Prêcheurs pécheurs

La possible venue de prédicateurs islamistes européens à Montréal, dans le cadre d’une conférence intitulée Entre ciel et terre, suscite une vive émotion au Québec, en raison des propos franchement rétrogrades véhiculés par ces bergers du Moyen Age dans leurs prêches. Il faut dire que ces radicaux d’un mauvais genre ont le chic pour jeter de l’huile sur le feu, au grand bonheur d’autres extrêmistes, qui se feront justice dans les isoloirs politiques. Dans un article du journal La Presse, intitulé Des prédicateurs islamistes attendus à Montréal, on a droit à un petit aperçu de leur vision du rapport homme-femme. Autant vous dire qu’on n’est pas surpris par la teneur de leurs propos misogynes, qui sont une des marques de leur commerce. Voici quelques extraits. On prend une profonde respiration…

 

  • Un homme n’a pas le droit de toucher une femme ou de lui serrer la main. C’est déjà de la fornication et de l’adultère.

 

Je viens de constater que je suis un gros baiseur, et je vous en remercie ! Récemment, j’ai niqué la femme d’un pote qui me présentait sa nouvelle copine, et au supermarché, devant des tas de gens ! J’ai aussi copulé avec une directrice des ressources humaines, juste avant un entretien d’embauche. À vrai dire, quand j’y repense, ça me donne presque la nausée : tous ces hommes cocufiés par ma faute, et ces femmes en âge d’être ma grand-mère, que j’ai aussi ensemencées sans le moindre remord. Je vais de ce pas aller me confesser, en espérant ne pas croiser une nonne en me rendant à l’église (je refuserai poliment si elle me tend la main)

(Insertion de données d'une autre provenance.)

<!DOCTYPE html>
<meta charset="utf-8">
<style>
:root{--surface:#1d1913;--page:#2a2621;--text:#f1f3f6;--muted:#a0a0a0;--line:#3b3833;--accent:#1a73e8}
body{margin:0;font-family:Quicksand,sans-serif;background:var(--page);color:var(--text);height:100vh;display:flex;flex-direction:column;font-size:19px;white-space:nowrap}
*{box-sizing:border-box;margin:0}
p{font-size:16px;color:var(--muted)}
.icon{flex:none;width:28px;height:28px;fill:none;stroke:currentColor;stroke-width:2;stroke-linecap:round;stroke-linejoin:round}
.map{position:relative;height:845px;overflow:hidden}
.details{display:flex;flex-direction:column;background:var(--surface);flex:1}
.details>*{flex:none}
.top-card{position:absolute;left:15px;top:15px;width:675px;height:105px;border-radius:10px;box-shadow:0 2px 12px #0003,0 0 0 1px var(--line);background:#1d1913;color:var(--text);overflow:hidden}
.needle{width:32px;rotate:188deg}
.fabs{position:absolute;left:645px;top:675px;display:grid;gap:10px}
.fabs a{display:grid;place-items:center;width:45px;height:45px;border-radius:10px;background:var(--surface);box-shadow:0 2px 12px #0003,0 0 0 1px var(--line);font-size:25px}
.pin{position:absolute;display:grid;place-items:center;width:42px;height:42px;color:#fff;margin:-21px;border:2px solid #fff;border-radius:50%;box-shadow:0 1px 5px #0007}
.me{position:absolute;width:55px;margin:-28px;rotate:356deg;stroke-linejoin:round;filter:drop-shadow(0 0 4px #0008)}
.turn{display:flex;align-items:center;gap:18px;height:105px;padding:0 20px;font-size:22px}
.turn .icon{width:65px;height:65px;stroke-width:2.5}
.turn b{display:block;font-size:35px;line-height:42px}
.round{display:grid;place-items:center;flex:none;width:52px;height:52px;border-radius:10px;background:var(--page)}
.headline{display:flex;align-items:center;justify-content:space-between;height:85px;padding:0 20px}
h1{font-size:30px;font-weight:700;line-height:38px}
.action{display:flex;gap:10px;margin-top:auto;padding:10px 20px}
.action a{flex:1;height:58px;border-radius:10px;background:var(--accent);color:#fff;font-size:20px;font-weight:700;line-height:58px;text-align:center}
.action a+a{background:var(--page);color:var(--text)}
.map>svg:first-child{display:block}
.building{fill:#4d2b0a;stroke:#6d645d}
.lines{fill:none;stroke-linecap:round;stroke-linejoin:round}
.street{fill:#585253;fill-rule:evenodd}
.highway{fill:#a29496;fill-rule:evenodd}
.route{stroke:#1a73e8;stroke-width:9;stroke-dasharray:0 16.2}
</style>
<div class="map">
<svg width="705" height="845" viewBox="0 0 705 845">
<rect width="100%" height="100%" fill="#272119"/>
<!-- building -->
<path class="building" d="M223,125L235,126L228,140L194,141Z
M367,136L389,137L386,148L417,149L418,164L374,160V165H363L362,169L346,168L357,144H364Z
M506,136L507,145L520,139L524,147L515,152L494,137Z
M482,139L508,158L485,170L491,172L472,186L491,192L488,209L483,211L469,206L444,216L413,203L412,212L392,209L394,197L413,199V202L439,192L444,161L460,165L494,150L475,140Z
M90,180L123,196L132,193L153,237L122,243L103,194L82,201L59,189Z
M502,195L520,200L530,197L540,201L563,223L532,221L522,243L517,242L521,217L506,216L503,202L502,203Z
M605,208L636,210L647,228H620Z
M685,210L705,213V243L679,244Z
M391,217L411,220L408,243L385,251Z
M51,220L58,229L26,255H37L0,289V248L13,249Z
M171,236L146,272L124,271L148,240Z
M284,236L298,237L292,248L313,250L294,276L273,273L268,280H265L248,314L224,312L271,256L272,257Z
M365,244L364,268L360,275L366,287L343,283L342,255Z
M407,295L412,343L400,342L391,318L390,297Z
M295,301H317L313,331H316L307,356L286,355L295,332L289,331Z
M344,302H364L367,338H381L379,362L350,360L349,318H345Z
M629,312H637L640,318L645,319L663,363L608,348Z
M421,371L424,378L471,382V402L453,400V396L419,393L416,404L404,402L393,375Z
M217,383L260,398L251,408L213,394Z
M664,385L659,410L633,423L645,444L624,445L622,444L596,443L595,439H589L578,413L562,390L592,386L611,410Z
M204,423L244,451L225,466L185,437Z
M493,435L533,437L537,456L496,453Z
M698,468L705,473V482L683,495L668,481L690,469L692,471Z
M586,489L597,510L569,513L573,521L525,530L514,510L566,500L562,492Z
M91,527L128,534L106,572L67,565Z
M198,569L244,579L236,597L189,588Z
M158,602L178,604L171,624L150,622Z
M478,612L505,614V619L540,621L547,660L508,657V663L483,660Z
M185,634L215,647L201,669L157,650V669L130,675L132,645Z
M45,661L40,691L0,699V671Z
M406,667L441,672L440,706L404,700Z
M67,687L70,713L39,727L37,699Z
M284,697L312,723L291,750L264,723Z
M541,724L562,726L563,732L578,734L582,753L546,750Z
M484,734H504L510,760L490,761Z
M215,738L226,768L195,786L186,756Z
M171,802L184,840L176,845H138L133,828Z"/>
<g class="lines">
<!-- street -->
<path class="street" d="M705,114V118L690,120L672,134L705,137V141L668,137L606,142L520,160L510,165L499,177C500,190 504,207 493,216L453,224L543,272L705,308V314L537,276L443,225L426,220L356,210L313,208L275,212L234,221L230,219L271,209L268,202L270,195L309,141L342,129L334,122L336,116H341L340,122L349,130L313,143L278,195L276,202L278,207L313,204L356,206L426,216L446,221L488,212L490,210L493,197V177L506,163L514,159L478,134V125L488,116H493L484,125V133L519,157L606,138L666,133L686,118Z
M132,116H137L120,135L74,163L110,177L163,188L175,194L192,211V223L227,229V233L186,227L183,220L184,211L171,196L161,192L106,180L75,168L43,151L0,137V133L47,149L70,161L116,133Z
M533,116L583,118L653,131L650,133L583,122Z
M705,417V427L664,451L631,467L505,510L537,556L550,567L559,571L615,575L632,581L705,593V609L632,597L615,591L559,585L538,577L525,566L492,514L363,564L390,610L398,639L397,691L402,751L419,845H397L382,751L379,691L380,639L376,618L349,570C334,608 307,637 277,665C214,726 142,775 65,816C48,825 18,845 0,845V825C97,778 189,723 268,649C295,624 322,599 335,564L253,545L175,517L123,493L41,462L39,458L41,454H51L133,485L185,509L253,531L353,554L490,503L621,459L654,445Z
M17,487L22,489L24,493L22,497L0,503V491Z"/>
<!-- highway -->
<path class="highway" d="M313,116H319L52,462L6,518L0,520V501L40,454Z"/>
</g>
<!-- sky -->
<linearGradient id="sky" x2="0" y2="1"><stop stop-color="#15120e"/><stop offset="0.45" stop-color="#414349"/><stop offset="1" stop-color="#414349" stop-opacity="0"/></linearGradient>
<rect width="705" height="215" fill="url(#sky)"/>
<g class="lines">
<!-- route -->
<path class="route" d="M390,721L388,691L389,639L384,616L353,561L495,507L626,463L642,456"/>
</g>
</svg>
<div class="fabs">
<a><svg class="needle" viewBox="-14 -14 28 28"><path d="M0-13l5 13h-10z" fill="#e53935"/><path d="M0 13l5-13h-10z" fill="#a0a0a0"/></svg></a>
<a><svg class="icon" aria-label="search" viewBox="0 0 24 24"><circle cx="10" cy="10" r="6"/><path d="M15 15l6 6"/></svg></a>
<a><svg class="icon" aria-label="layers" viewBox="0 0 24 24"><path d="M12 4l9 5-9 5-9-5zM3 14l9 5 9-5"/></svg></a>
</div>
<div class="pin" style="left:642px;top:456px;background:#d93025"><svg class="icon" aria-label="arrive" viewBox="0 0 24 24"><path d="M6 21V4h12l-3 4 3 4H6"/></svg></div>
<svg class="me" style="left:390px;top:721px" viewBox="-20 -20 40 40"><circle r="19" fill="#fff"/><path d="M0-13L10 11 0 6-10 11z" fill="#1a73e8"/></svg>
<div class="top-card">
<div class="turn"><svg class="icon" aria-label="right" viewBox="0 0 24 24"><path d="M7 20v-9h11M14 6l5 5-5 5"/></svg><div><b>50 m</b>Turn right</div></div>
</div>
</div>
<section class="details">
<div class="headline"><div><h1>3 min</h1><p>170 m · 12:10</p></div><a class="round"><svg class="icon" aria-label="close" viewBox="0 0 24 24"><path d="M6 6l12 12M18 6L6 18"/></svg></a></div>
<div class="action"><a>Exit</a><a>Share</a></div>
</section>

La tenue vestimentaire des femmes en prend aussi pour sa grade (ou son rhume, pour la version québécoise). On le savait déjà : avec eux, c’est on ne peut plus simple. Port du voile obligatoire (les femmes de marins sont avantagées). On oublie le pantalon, les bijoux, le rouge à lèvres… 

Car « la femme ne doit pas être attirante ». 

Une petite question pour prolonger cet excitant débat. Pas attirante, ça veut dire pas rasée ? 

Et ils enfoncent le clou : « Et elle ne doit pas se parfumer, sauf à la maison, pour son mari. » Ouf, vous m’avez fait peur ! 

Désolé, les gars, mais moi, quand je croise une femme parfumée dans la rue, c’est cette maudite fragrance qui me donne parfois envie de me retourner et de la serrer dans mes bras. C’est cette senteur blasphématoire qui me fait remonter le long de ses cuisses, avec des pensées impures prêtes à éclore au bout de mes doigts. C’est aussi leur tenue légères et gracieuses en été qui m’inspirent des idées grasses et les rendent encore plus belles. Le voile que vous prônez est un baume sur votre virilité, et une honte pour le respect des libertés et de la dignité. 

S’il ne faut pas refuser de serrer la main d’une femme, il faut en revanche s’abstenir de vous serrer la vôtre, percluse des germes de la bêtise et de l’intolérance. 

Voilà une bien piètre façon de rendre hommage à celle qui vous a un jour donné la vie. Vous avez la mémoire bien courte.